Influenced by Iceberg Slim, Gloria Naylor, and Shirley Jackson, author Casey Hamilton is a writer with roots in raw, unapologetic storytelling. The Baton Rouge native currently resides in Atlanta, GA. After working as a freelance copywriter, Hamilton explored his passion for creative writing as the creator and star of the YouTube gay web series JUDYs.
MENAFTER10 is his debut novel. It follows a group of young, Black gay men looking for meaning, identity, and connection in the digital age of hook-up apps and toxic social media.
MENAFTER10 is a hook-up app for gay urban men looking for urban men. Chauncey Lee is always online looking for something, even if he doesn’t know what that something is. Brontae Williams is lonely and wants to settle down into a relationship. His biggest problem is it seems like everyone else is seeking casual sex.

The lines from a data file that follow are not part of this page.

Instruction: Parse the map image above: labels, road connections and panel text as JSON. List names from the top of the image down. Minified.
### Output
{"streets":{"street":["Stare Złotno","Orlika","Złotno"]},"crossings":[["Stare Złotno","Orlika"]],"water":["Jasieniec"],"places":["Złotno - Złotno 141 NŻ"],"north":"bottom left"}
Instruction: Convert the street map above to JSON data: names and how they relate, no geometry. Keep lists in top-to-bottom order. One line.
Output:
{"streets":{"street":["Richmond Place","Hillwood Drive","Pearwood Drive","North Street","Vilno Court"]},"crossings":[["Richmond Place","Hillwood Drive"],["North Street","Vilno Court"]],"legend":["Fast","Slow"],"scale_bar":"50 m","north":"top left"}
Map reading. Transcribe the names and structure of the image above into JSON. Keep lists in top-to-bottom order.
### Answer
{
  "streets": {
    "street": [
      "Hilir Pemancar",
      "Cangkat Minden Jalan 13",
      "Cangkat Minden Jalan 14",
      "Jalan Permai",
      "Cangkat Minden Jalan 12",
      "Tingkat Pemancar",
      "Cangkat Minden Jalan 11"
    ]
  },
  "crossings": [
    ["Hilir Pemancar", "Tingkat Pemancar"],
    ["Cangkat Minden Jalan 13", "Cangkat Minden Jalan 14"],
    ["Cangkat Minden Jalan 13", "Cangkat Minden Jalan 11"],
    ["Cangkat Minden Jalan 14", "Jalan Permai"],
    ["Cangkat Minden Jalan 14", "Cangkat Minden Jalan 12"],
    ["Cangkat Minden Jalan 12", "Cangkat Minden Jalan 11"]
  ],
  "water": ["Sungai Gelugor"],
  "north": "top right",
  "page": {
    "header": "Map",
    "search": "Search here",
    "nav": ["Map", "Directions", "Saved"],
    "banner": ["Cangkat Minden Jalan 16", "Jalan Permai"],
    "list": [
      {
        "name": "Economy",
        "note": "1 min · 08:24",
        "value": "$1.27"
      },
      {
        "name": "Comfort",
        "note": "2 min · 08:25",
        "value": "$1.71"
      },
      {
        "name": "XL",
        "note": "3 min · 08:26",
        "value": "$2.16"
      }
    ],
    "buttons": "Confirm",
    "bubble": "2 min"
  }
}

“This is an extremely personal book, even if it is fiction. I live in Atlanta, and that’s kind of like headquarters for being Black and gay. A lot of Black gay men, a lot of experiences,” said Hamilton. Here’s what else he shared with us.
PrideIndex (PI): Tell us about you and your journey to becoming a writer.
Casey Hamilton (CH): Writing has always been my passion. It’s the one thing that makes me feel most like myself. I’ve done some journalism/copywriting, screenwriting, even songwriting along my journey. It’s been tough because writing is often underpaid, under-appreciated, and full of uncertainty. If these things don’t scare you off, then chances are, you’re a writer. My name is Casey Hamilton, and I’m a writer. (Smiles)
PI: Often time’s writers use factual events as the inspiration for their books. Was the inspiration for this book based on your experiences or that of someone you know?
CH: Well, they say your first book is your most personal. This is an extremely personal book, even if it is fiction. I live in Atlanta, and that’s kind of like headquarters for being Black and gay. A lot of Black gay men, a lot of experiences… but I struggled to find a genuine connection when I really needed it. My oldest friend had passed very suddenly, very tragically, and that kind of changed me. As a reaction, I moved to Los Angeles, the other side of the country, which didn’t fix any of my problems. I was still lonely. I was depressed. In a sense, I was out of options, so I just put everything into this book, MENAFTER10.
PI: What were some of the challenges you encountered while writing this book? What did you do to overcome those challenges?
CH: It took me a year to find a publisher. I got over a dozen rejections from literary agents, most of whom were white and/or women. It wasn’t until the Black Lives Matter protests and other BIPOC-seeking initiatives that I received offers, two at the same time and both from LGBT+ publishers.
PI: Who does this book speak to? What do you want your audience to retain?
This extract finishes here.